- _Work instructions_
What should come back is the data below, word for word, minus any picture.

(Dataset records)
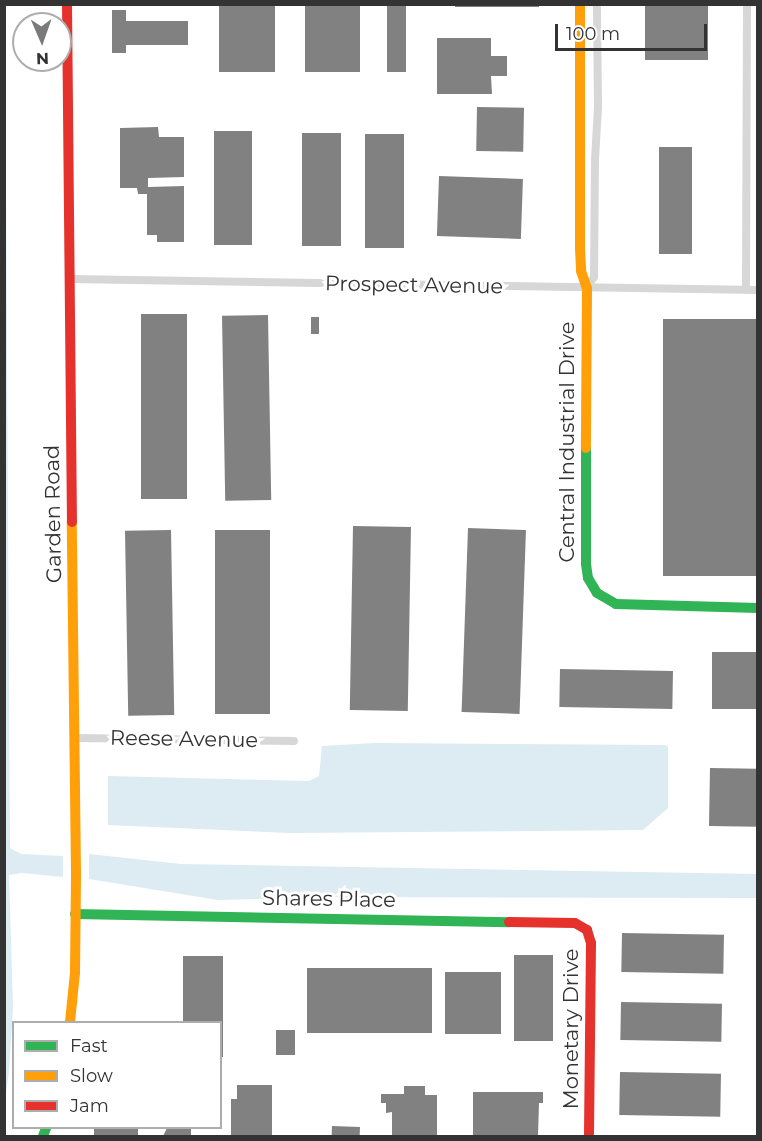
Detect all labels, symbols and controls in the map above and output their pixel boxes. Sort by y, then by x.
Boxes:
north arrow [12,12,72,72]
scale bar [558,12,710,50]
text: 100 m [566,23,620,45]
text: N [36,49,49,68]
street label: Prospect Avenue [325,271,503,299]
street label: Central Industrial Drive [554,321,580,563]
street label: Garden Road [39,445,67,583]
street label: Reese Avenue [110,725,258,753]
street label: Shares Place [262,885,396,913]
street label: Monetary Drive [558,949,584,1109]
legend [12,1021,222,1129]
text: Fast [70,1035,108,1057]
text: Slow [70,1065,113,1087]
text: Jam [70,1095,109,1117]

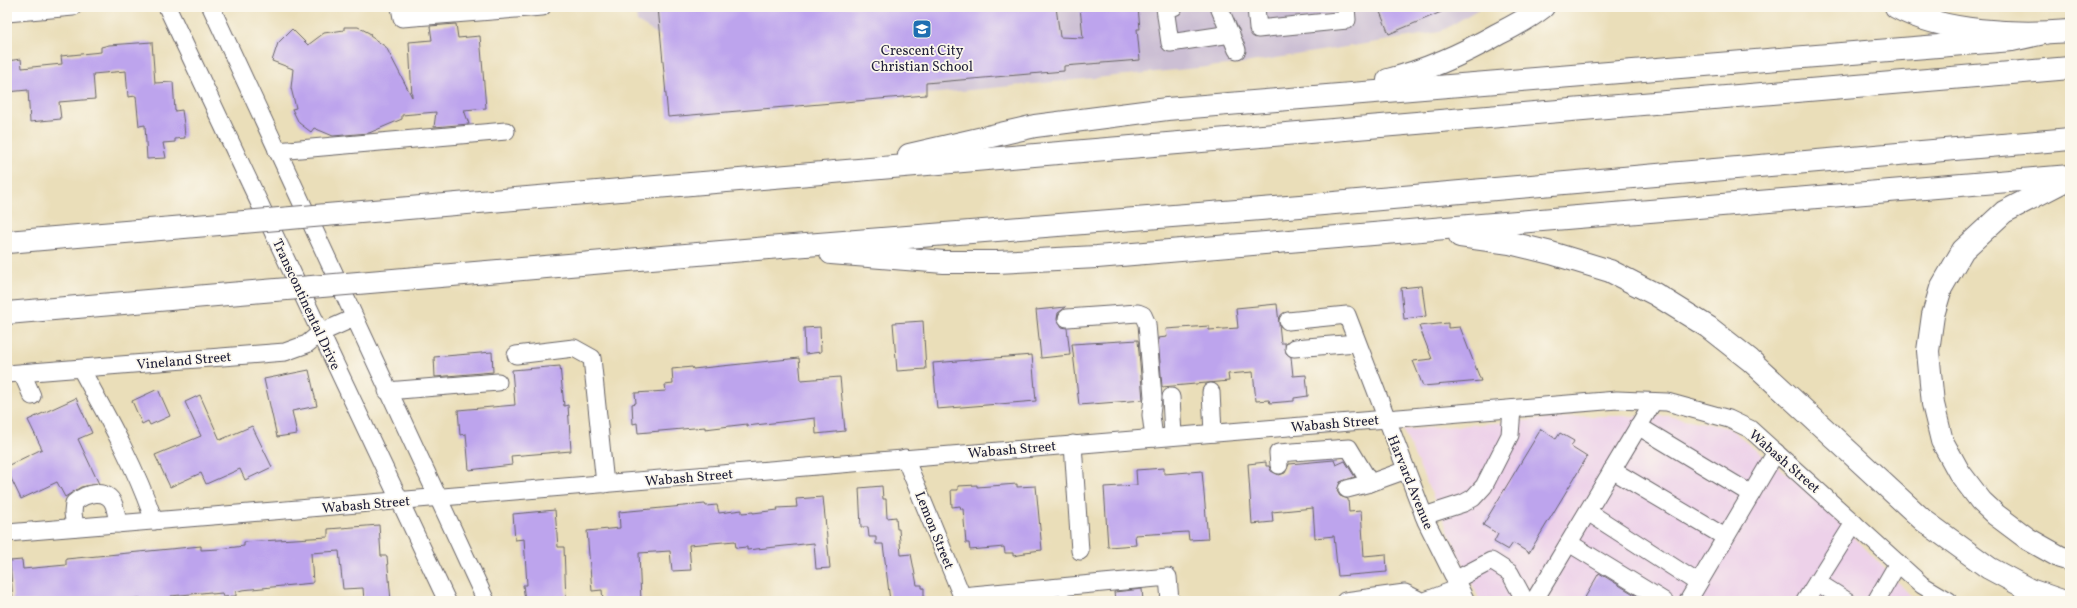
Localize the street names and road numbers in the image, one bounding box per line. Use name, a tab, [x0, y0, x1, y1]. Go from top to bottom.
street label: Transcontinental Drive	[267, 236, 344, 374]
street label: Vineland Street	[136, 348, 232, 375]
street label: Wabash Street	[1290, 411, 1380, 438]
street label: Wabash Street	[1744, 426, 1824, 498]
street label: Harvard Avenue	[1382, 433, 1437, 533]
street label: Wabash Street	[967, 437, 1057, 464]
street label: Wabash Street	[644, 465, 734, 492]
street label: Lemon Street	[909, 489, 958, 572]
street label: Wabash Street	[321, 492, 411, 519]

- _Response to this exercise_
Detect all labels, symbols and controls in the map above and output their pixel boxes. Sort by y, then by x.
Boxes:
north arrow [12,12,72,72]
scale bar [558,12,710,50]
text: 100 m [566,23,620,45]
text: N [36,49,49,68]
street label: Prospect Avenue [325,271,503,299]
street label: Central Industrial Drive [554,321,580,563]
street label: Garden Road [39,445,67,583]
street label: Reese Avenue [110,725,258,753]
street label: Shares Place [262,885,396,913]
street label: Monetary Drive [558,949,584,1109]
legend [12,1021,222,1129]
text: Fast [70,1035,108,1057]
text: Slow [70,1065,113,1087]
text: Jam [70,1095,109,1117]

Localize the street names and road numbers in the image, one bounding box per line. Use name, a tab, [x0, y0, x1, y1]. Go from top to bottom.
street label: Transcontinental Drive	[267, 236, 344, 374]
street label: Vineland Street	[136, 348, 232, 375]
street label: Wabash Street	[1290, 411, 1380, 438]
street label: Wabash Street	[1744, 426, 1824, 498]
street label: Harvard Avenue	[1382, 433, 1437, 533]
street label: Wabash Street	[967, 437, 1057, 464]
street label: Wabash Street	[644, 465, 734, 492]
street label: Lemon Street	[909, 489, 958, 572]
street label: Wabash Street	[321, 492, 411, 519]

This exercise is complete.